Sociólogo, é diretor regional do Sesc-SP (Serviço Social do Comércio)

Memórias tomam conta de meus pensamentos quando observo o Brasil de hoje e percebo que antagonismos dificultam o enfrentamento de problemas estruturais que deveriam mobilizar a todos, independentemente de posicionamentos ideológicos ou preferências político-partidárias.

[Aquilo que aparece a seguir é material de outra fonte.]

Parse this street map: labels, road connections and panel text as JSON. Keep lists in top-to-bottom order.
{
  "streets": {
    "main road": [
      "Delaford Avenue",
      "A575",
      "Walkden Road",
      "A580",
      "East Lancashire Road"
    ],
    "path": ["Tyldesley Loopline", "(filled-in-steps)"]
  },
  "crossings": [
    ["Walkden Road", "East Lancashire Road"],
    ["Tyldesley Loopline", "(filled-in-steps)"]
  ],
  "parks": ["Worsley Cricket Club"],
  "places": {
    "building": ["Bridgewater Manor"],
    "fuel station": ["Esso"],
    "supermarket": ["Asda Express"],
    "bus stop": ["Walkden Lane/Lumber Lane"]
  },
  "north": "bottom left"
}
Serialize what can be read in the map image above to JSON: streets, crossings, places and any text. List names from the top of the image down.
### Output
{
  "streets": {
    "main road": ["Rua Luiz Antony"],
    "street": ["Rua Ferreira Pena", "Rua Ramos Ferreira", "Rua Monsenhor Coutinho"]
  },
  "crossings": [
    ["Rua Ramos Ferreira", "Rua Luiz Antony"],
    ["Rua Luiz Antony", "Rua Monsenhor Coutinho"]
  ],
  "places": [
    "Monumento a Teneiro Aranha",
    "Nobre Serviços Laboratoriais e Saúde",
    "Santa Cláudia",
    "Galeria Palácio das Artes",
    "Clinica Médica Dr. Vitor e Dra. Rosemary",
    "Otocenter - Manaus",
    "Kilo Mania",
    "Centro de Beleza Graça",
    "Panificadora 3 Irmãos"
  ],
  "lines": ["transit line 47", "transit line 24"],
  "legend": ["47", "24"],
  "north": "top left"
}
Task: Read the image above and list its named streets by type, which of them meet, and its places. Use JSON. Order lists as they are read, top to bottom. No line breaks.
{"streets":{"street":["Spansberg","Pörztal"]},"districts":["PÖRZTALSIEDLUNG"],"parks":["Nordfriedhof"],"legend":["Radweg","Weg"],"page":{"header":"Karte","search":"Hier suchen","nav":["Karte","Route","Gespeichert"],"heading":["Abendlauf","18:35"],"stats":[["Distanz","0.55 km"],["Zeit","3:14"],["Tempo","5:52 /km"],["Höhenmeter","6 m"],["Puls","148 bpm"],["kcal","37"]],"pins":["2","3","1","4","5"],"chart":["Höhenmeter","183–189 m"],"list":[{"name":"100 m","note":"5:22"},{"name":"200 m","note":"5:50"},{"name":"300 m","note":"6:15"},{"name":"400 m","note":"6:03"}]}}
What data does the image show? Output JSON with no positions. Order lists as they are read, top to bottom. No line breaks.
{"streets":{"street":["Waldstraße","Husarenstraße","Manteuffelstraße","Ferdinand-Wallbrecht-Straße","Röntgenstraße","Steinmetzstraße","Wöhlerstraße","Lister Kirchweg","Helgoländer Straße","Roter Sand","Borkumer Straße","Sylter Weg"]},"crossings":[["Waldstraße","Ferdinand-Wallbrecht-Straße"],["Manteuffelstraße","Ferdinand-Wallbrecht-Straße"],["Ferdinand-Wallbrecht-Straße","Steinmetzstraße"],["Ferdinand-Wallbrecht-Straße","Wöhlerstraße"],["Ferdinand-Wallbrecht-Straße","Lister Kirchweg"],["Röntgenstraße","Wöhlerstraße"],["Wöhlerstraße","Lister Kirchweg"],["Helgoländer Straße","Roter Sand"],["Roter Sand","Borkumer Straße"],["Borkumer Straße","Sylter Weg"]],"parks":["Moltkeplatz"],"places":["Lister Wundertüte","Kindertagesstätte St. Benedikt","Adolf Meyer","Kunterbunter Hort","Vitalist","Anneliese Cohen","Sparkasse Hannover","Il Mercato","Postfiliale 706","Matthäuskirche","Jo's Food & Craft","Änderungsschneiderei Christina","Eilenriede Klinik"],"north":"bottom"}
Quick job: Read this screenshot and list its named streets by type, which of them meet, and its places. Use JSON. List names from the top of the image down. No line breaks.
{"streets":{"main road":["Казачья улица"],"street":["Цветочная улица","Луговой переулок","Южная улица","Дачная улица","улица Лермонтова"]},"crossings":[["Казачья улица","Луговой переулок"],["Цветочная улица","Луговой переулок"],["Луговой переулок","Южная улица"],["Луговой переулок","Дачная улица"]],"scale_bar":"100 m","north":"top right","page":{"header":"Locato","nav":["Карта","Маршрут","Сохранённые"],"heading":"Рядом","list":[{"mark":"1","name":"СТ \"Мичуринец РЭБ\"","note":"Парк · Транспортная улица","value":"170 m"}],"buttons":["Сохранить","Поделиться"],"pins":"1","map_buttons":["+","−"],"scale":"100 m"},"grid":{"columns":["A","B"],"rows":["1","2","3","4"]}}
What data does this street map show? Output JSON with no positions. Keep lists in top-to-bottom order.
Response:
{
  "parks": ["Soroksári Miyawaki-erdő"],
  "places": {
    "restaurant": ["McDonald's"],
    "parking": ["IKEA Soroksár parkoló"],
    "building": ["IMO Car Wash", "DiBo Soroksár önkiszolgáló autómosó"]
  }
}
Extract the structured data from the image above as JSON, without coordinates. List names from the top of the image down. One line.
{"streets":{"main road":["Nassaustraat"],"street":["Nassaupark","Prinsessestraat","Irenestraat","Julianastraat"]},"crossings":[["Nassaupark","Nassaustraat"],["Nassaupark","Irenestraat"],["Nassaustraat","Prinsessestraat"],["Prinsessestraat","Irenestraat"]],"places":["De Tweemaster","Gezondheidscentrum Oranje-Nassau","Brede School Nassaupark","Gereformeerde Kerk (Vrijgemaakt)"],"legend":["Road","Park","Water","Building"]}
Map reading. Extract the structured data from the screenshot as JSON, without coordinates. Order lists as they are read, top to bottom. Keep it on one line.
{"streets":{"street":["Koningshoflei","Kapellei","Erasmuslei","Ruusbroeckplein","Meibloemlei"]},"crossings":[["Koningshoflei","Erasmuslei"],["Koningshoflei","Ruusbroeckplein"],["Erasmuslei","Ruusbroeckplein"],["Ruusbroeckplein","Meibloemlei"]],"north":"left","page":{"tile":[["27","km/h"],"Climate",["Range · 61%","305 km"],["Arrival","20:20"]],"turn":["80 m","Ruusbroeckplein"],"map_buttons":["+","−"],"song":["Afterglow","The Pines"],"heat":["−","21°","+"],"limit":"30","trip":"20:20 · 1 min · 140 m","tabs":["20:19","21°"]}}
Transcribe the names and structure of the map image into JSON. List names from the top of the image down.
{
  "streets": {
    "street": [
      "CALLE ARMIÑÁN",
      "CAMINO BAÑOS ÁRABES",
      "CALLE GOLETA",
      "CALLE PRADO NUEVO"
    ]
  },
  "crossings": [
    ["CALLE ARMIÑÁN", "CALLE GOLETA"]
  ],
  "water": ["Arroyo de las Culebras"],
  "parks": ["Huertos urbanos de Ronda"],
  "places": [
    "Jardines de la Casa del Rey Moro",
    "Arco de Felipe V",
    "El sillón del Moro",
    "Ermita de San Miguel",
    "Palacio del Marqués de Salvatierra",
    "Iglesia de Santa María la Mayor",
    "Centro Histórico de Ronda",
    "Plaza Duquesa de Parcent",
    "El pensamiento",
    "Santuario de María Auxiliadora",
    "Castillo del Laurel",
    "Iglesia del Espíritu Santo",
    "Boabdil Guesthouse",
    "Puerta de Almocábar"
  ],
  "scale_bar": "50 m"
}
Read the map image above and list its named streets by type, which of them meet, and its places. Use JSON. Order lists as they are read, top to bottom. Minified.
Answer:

Nasci e fui criado em uma família religiosa. Entretanto nunca encarei a fé como experiência individual de conexão entre o homem e o divino, como se a situação dos demais seres que conosco dividem o planeta fossem secundárias ou desimportantes. Ao contrário, desde menino, a religião ofertou-me ferramentas indispensáveis para a compreensão dos desafios mundanos e para a efetiva transformação social. Isso porque sempre veio acompanhada do exercício da racionalidade, que orienta a percepção do outro como um igual e portador de direitos inalienáveis. A lição aprendida estabelecia que o conhecimento acumulado era a base sobre a qual minhas crenças deveriam se assentar.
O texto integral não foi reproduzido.